Note that in this example, our model information that we map on is pulled from a grid_configs file in our include/ directory, which looks like this:

from numpy.random.mtrand import seed
from sklearn.linear_model import LogisticRegression
import lightgbm as lgb

models = {
    'lgbm': {
        'model': lgb.LGBMClassifier(objective='binary', metric=['auc', 'binary_logloss'], seed=55, boosting_type='gbdt'),
        'params': {
            'learning_rate': [0.01, .05, .1], 
            'n_estimators': [50, 100, 150],
            'num_leaves': [31, 40, 80],
            'max_depth': [16, 24, 31, 40]
    'log_reg': {
        'model': LogisticRegression(max_iter=500), boosting_type='gbdt'),
        'params': {
            'penalty': ['l1','l2','elasticnet'],
            'C': [0.001, 0.01, 0.1, 1, 10, 100],
            'solver': ['newton-cg', 'lbfgs', 'liblinear', 'sag', 'saga']
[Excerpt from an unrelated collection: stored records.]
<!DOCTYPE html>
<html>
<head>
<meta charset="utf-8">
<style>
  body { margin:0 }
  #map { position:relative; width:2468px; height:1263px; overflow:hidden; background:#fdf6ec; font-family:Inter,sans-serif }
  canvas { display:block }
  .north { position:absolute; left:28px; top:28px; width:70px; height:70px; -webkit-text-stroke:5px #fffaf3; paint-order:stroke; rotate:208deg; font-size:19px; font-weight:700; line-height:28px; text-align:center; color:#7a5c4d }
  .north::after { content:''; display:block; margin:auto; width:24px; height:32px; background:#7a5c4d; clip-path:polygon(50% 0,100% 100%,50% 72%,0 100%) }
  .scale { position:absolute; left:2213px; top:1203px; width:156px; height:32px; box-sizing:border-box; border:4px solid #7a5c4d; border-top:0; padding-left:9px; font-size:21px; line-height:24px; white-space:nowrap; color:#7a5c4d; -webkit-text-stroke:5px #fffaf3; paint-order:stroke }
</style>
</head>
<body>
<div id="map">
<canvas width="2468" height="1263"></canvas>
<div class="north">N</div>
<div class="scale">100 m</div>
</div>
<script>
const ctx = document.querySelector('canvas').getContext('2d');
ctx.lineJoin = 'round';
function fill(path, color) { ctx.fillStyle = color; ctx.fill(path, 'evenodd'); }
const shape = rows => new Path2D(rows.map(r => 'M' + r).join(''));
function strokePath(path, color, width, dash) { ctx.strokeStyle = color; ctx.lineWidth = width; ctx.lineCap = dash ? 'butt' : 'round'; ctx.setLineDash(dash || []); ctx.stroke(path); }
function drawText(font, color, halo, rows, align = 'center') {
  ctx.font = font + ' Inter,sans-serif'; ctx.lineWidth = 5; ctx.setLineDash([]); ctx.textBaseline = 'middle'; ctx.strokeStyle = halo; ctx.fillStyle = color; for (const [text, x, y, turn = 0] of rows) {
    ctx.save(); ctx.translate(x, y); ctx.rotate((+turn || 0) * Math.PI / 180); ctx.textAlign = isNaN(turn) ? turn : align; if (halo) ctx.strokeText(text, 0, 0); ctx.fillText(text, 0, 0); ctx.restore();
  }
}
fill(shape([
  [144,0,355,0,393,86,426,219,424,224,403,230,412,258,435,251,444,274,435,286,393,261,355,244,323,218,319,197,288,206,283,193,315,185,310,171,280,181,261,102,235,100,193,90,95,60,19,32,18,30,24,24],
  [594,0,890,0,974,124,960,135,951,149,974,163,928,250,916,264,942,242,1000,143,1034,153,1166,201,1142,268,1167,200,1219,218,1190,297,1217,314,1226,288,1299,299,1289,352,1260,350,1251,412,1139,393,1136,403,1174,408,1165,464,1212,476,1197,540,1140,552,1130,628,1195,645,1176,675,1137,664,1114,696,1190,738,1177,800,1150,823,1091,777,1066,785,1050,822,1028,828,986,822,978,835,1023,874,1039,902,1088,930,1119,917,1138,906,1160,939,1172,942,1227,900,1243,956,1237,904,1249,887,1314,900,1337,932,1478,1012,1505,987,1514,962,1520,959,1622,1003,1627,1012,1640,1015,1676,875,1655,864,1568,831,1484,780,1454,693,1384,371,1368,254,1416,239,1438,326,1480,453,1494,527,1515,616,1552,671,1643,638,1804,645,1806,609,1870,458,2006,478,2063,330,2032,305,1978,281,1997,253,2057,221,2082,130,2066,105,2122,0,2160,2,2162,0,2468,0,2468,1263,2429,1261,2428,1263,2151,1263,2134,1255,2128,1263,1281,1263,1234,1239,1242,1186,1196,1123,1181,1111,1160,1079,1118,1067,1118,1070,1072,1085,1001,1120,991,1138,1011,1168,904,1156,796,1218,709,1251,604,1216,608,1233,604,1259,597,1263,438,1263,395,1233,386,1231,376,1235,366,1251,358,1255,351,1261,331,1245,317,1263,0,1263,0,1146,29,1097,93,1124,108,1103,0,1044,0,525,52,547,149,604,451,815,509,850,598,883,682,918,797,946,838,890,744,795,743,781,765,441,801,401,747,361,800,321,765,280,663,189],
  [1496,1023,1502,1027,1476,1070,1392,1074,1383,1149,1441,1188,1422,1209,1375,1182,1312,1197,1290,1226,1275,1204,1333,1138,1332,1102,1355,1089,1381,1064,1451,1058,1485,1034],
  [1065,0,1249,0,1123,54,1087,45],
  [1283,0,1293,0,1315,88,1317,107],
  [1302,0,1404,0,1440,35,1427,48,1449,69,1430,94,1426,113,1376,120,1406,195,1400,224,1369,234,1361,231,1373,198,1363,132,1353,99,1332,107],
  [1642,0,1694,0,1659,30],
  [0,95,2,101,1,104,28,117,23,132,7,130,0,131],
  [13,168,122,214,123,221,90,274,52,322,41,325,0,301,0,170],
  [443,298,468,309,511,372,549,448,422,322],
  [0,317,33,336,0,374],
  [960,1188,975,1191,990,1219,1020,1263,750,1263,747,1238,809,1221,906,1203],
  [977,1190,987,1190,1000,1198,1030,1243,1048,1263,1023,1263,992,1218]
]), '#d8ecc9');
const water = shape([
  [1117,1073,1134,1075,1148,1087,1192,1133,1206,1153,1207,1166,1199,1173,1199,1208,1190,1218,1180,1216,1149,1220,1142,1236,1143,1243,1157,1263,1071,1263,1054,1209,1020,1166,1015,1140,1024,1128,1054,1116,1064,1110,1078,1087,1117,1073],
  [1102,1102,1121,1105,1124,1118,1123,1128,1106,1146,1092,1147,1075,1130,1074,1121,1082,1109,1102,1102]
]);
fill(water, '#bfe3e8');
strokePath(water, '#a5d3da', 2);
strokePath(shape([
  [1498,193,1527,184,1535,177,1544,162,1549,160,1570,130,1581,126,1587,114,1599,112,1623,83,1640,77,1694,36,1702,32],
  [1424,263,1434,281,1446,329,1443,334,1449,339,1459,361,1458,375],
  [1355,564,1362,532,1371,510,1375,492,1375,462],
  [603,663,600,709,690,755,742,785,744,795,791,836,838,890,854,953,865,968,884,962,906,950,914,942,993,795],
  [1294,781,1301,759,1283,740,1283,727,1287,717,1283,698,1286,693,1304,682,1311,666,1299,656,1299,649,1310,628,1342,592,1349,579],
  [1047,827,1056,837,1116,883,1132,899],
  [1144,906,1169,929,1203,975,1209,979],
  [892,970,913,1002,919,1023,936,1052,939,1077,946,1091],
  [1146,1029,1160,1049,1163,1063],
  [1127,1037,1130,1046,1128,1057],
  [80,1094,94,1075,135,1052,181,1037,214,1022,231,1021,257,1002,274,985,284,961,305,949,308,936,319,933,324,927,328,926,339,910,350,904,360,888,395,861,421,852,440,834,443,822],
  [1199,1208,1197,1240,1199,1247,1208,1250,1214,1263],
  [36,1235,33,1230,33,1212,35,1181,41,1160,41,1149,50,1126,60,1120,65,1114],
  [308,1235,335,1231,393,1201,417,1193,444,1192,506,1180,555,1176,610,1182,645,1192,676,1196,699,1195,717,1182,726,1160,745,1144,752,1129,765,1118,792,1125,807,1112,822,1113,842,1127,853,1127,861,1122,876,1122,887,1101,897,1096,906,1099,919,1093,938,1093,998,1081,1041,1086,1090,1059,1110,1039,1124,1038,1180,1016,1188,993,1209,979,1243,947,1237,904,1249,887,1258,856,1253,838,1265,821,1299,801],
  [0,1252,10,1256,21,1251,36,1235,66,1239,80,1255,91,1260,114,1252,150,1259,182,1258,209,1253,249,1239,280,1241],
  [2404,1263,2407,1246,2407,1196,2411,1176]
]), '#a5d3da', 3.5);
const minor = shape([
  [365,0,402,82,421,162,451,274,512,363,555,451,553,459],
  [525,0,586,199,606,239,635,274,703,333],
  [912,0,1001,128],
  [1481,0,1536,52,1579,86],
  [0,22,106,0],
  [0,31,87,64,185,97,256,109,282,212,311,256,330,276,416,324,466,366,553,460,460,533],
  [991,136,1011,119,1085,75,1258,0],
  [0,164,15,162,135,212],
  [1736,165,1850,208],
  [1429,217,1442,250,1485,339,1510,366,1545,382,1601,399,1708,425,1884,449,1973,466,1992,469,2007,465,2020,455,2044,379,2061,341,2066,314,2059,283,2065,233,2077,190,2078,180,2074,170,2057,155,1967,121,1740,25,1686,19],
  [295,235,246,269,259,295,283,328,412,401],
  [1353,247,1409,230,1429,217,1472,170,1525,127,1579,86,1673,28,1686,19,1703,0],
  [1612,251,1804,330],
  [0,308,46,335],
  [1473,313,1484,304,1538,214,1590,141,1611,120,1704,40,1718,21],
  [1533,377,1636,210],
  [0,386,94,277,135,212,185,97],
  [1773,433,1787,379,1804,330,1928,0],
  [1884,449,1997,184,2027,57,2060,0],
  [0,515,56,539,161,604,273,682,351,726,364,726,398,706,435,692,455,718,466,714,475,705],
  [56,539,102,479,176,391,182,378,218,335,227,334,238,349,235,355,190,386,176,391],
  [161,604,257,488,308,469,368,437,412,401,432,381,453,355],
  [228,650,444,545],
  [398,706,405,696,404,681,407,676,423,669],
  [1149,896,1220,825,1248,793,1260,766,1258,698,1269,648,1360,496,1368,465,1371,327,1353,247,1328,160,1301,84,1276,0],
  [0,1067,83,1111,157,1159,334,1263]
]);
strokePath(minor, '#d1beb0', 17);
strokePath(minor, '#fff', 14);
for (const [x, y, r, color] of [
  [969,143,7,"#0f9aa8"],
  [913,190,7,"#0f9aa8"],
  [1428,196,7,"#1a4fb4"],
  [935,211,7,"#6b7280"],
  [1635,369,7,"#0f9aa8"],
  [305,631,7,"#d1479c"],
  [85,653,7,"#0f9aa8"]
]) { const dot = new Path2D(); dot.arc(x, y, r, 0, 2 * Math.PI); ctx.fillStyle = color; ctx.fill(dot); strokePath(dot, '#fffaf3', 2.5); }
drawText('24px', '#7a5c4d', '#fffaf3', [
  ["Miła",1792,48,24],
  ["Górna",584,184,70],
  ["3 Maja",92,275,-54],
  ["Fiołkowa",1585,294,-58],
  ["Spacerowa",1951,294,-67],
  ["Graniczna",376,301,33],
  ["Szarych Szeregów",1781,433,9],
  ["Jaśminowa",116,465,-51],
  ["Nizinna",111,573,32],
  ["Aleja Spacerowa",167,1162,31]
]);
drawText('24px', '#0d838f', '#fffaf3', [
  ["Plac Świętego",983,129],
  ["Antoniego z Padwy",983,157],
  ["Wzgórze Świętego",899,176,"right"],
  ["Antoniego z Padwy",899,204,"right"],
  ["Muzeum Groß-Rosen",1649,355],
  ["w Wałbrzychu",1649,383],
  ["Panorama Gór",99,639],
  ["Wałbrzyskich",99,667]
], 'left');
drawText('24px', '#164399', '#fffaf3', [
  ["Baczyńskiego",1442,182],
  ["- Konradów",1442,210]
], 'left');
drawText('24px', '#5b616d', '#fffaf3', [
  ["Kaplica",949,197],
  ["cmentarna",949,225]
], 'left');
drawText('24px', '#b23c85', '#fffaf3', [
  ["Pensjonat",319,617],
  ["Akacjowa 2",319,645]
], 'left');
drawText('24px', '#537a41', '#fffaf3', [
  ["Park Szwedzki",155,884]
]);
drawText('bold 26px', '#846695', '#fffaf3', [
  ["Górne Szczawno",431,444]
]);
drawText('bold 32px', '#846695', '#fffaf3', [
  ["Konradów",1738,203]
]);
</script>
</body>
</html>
The model information could come from any external system as well, with an update to the get_models() task. The only requirement is that the resulting map input is a dict or list.

Also note that for decorated tasks like in the DAG above, the mapping parameters are automatically passed by calling the proper functions, leveraging the TaskFlow API to avoid explicit calling of XCom.